■ **Saved data entries**:
■ ■ ■ ■ ■ ■ ■

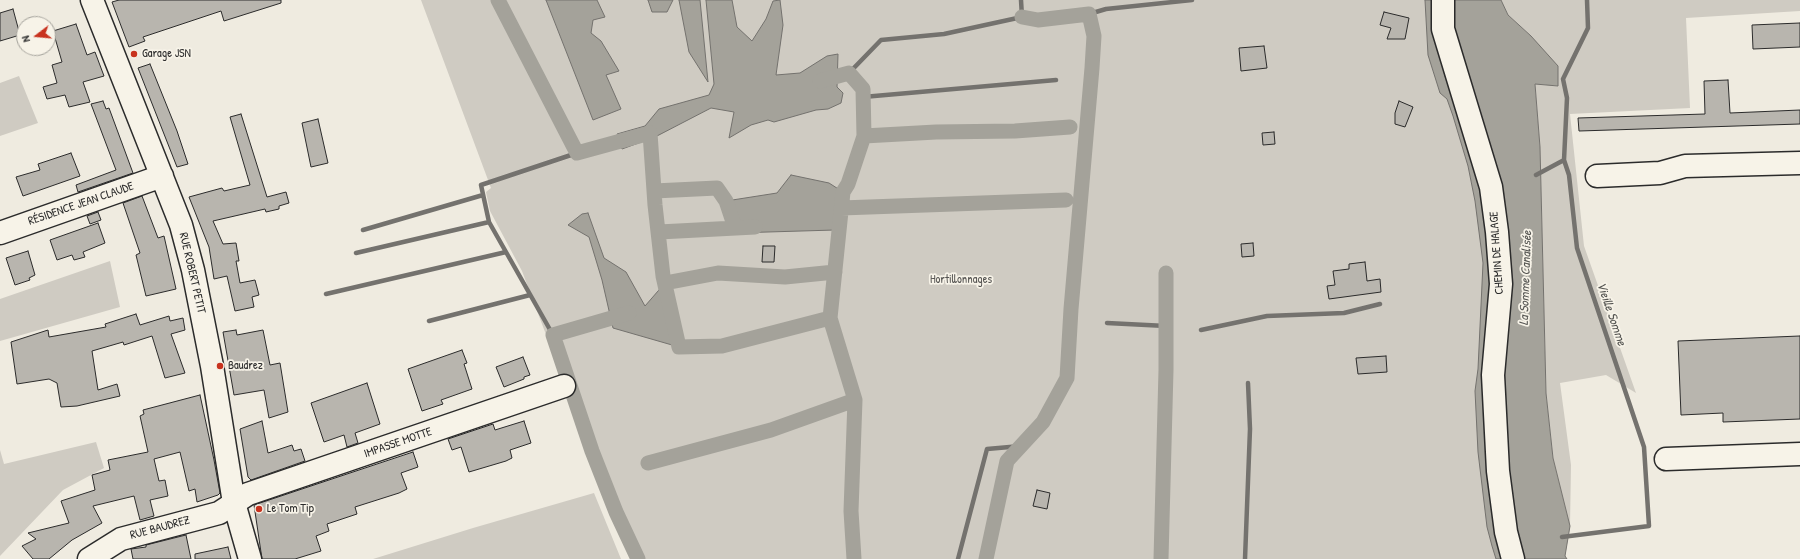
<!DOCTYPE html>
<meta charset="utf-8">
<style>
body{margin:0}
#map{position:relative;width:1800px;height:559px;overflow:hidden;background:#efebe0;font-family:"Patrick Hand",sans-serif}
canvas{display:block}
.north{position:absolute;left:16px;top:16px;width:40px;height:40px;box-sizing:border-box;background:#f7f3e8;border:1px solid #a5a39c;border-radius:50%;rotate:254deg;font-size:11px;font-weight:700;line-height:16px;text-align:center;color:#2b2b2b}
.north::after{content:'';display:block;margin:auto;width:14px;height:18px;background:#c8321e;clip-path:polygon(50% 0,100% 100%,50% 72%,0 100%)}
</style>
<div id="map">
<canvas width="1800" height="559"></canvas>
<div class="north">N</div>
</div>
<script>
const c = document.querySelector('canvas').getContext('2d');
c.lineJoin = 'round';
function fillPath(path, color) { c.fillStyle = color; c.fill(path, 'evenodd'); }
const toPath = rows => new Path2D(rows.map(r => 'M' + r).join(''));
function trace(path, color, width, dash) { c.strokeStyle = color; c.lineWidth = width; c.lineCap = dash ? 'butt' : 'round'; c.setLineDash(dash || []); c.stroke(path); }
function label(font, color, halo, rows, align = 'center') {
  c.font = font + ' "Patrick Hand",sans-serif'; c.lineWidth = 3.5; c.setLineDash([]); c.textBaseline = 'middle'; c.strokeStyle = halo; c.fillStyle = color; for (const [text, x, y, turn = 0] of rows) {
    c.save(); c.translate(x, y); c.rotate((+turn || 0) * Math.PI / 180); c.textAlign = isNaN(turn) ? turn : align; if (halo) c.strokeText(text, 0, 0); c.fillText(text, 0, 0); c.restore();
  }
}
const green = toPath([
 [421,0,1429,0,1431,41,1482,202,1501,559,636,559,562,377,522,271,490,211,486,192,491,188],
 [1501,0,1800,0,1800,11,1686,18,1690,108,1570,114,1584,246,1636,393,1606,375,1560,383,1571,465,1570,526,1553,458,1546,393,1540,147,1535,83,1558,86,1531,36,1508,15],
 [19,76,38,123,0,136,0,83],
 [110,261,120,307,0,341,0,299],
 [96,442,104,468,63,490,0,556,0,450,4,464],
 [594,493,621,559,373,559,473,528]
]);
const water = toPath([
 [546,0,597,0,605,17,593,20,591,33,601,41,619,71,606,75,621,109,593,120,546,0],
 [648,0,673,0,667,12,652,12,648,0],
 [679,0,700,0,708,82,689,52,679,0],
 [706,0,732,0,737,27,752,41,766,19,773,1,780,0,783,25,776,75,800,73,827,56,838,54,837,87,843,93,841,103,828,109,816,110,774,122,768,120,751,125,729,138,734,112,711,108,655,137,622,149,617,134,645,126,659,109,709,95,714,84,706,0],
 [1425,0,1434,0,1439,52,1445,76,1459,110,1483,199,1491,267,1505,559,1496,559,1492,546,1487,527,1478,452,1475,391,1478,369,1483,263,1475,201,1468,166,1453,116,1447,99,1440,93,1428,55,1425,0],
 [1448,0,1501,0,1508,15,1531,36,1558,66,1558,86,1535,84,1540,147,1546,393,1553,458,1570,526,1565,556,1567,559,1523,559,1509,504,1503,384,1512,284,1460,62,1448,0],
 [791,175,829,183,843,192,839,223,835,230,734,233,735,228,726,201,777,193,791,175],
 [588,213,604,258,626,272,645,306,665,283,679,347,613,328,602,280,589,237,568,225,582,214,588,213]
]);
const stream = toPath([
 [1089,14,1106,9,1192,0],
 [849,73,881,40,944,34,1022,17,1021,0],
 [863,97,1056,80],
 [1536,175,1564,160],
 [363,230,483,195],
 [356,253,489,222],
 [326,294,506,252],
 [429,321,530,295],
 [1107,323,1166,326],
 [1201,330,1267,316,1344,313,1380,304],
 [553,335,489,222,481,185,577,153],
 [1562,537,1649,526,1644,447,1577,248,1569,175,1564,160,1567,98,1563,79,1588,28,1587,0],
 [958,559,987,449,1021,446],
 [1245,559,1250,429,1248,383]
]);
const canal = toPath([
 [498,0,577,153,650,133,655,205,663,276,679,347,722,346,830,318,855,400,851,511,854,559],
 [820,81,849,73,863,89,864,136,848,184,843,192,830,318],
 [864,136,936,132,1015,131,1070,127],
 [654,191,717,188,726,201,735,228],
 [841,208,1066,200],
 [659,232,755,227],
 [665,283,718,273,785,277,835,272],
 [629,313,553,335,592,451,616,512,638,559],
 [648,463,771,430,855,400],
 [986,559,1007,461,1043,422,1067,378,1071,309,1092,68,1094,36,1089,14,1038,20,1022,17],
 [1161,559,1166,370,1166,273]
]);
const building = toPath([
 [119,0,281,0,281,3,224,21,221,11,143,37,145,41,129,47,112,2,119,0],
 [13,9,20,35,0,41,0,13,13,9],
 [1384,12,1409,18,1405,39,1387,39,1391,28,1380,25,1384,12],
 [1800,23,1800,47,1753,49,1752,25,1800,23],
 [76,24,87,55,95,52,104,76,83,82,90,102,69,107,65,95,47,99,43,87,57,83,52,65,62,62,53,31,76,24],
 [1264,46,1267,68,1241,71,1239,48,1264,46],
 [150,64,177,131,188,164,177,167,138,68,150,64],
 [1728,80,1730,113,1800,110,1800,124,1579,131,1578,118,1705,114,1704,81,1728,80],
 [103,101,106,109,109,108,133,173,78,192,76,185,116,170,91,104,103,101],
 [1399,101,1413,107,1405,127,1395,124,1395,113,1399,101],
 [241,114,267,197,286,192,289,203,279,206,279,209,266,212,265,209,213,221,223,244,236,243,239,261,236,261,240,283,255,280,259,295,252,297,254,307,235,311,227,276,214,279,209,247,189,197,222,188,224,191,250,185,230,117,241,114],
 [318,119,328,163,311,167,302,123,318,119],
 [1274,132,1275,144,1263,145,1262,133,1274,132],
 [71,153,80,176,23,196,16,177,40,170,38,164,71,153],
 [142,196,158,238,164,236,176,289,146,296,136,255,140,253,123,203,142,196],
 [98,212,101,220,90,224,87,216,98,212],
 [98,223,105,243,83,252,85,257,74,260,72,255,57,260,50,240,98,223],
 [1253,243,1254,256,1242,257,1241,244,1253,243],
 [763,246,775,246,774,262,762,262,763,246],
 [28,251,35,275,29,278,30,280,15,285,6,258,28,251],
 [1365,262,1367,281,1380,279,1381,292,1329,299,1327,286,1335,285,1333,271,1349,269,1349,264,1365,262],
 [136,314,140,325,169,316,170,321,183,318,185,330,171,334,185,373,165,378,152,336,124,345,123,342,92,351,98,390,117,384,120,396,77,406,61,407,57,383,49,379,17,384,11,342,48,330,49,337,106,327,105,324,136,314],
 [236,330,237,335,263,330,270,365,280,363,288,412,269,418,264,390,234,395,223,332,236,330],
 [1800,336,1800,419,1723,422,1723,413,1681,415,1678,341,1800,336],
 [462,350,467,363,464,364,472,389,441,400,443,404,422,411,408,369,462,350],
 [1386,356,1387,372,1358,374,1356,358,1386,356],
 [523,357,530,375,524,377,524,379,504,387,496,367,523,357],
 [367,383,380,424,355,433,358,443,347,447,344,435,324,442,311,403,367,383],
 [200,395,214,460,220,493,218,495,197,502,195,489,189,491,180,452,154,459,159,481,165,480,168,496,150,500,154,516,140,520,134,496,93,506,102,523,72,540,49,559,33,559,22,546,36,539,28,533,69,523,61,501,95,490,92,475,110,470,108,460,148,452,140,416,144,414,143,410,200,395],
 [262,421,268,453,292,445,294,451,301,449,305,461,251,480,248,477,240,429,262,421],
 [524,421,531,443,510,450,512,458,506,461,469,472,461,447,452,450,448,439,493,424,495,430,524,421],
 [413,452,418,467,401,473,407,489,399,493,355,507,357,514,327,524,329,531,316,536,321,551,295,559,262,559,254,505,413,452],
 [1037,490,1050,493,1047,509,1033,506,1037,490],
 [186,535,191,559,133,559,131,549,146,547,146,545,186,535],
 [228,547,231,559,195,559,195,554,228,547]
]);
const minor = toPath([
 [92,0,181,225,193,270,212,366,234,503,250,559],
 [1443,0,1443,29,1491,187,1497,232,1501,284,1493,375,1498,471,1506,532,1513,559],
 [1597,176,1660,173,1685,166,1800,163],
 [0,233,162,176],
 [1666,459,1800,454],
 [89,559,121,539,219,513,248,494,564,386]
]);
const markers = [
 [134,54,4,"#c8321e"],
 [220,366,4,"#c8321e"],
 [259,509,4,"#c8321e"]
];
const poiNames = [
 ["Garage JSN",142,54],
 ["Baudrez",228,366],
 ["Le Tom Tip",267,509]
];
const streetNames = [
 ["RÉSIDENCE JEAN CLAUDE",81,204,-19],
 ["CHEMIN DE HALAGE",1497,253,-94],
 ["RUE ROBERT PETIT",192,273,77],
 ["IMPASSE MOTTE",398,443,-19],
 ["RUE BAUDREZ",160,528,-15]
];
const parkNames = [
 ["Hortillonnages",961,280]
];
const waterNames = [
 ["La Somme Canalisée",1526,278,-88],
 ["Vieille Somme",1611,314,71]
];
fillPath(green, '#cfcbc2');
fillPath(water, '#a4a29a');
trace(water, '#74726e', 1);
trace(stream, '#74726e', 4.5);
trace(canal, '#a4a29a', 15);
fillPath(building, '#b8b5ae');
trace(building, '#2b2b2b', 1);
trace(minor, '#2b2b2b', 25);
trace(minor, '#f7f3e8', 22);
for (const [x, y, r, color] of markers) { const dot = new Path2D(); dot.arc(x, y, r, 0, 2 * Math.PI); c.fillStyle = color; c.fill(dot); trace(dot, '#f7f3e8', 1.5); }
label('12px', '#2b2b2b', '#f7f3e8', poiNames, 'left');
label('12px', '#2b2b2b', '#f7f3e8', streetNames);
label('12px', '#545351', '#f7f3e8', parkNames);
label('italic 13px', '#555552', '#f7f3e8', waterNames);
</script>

■ ■ ■ ■ ■ ■ ■

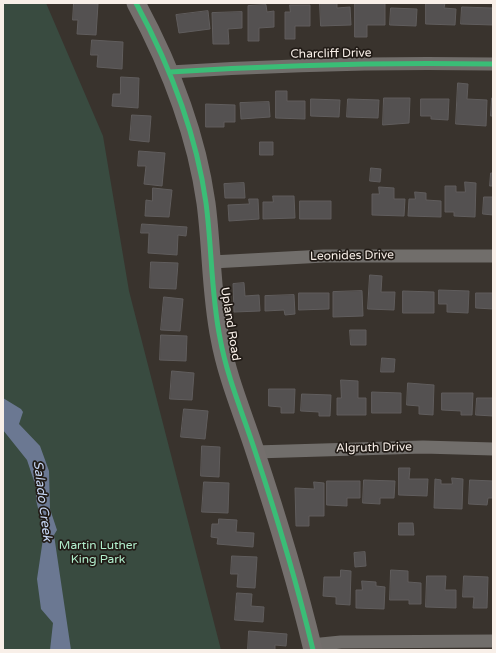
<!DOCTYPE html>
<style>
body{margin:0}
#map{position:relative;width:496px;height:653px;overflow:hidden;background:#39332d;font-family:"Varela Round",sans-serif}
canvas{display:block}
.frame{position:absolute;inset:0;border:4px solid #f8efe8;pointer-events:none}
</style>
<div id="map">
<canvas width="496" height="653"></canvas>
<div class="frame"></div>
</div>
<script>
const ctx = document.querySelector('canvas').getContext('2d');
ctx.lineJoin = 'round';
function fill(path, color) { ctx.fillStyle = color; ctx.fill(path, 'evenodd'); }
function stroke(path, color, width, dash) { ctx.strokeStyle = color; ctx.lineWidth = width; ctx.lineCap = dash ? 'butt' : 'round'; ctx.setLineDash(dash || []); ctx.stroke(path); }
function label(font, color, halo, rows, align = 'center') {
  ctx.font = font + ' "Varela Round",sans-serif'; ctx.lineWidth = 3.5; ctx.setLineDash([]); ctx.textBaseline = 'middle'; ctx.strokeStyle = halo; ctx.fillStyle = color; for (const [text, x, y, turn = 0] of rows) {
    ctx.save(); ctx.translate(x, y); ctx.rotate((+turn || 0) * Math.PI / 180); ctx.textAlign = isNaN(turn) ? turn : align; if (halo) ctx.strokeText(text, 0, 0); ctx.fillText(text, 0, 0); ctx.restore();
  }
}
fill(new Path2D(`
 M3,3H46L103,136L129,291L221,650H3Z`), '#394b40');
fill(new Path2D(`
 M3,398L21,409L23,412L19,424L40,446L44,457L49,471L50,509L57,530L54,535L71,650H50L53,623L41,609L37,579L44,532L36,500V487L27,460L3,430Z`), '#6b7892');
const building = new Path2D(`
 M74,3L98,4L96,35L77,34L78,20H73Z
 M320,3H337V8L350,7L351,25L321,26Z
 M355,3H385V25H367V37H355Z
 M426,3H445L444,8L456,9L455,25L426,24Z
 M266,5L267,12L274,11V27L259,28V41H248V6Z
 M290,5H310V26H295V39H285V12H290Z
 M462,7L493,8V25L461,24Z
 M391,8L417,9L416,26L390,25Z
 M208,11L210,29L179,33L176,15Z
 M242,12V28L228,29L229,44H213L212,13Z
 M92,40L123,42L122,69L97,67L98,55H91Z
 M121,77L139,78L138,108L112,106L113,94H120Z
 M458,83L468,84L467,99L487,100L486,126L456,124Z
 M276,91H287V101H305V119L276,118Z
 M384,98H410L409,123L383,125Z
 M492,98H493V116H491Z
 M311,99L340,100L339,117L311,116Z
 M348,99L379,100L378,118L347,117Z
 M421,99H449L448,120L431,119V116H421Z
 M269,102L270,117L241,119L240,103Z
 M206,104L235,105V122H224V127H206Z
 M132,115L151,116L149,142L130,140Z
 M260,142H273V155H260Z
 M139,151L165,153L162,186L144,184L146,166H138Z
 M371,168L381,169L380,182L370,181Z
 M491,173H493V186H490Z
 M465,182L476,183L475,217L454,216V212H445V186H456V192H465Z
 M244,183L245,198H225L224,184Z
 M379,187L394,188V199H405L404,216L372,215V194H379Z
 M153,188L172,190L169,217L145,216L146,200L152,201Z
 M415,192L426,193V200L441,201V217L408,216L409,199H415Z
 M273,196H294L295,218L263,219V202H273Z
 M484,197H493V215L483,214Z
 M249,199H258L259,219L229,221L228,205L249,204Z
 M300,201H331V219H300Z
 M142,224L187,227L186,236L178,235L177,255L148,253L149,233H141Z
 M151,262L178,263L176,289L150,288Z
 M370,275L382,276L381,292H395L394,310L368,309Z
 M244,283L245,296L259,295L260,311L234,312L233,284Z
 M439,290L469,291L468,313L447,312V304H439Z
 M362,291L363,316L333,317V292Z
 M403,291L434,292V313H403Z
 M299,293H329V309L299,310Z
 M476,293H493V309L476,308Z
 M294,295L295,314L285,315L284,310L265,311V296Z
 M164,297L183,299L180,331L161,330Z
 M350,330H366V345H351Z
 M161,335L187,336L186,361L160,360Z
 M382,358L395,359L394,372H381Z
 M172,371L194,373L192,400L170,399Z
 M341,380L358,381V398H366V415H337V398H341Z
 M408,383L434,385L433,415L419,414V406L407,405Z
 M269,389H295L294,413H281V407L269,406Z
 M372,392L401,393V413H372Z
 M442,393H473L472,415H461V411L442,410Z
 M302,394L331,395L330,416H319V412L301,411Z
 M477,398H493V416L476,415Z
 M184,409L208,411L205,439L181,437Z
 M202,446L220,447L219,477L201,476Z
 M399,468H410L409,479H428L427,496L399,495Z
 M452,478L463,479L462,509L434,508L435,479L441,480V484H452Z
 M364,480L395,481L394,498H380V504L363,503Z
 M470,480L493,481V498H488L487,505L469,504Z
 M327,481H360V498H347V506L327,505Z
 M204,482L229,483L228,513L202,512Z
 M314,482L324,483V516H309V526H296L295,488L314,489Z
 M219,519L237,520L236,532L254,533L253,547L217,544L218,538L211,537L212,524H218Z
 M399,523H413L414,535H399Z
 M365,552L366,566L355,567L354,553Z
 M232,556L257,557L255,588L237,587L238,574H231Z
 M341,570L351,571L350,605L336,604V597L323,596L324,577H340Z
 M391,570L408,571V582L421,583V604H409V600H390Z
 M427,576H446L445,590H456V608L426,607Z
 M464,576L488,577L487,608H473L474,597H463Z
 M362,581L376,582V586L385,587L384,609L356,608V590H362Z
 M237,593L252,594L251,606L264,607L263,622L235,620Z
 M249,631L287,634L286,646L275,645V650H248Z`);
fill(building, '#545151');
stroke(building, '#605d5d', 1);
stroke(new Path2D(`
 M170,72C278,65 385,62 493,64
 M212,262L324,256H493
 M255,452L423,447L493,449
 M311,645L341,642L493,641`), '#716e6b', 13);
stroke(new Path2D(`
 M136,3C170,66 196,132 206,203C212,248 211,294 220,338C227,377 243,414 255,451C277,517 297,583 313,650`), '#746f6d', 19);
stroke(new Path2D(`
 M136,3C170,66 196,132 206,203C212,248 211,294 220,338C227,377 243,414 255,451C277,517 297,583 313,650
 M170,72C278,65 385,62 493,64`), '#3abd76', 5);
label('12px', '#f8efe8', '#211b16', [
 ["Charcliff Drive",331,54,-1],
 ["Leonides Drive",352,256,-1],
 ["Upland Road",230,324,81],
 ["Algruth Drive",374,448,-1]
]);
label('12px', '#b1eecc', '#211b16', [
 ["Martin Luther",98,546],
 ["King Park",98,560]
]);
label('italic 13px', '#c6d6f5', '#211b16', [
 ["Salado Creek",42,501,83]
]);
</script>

■ ■ ■ ■ ■ ■ ■

■ **EXERCISE AIM**: Copy each line of the data that includes the word "evenodd".

■ **COMPLETED TASK**:
function fillPath(path, color) { c.fillStyle = color; c.fill(path, 'evenodd'); }
function fill(path, color) { ctx.fillStyle = color; ctx.fill(path, 'evenodd'); }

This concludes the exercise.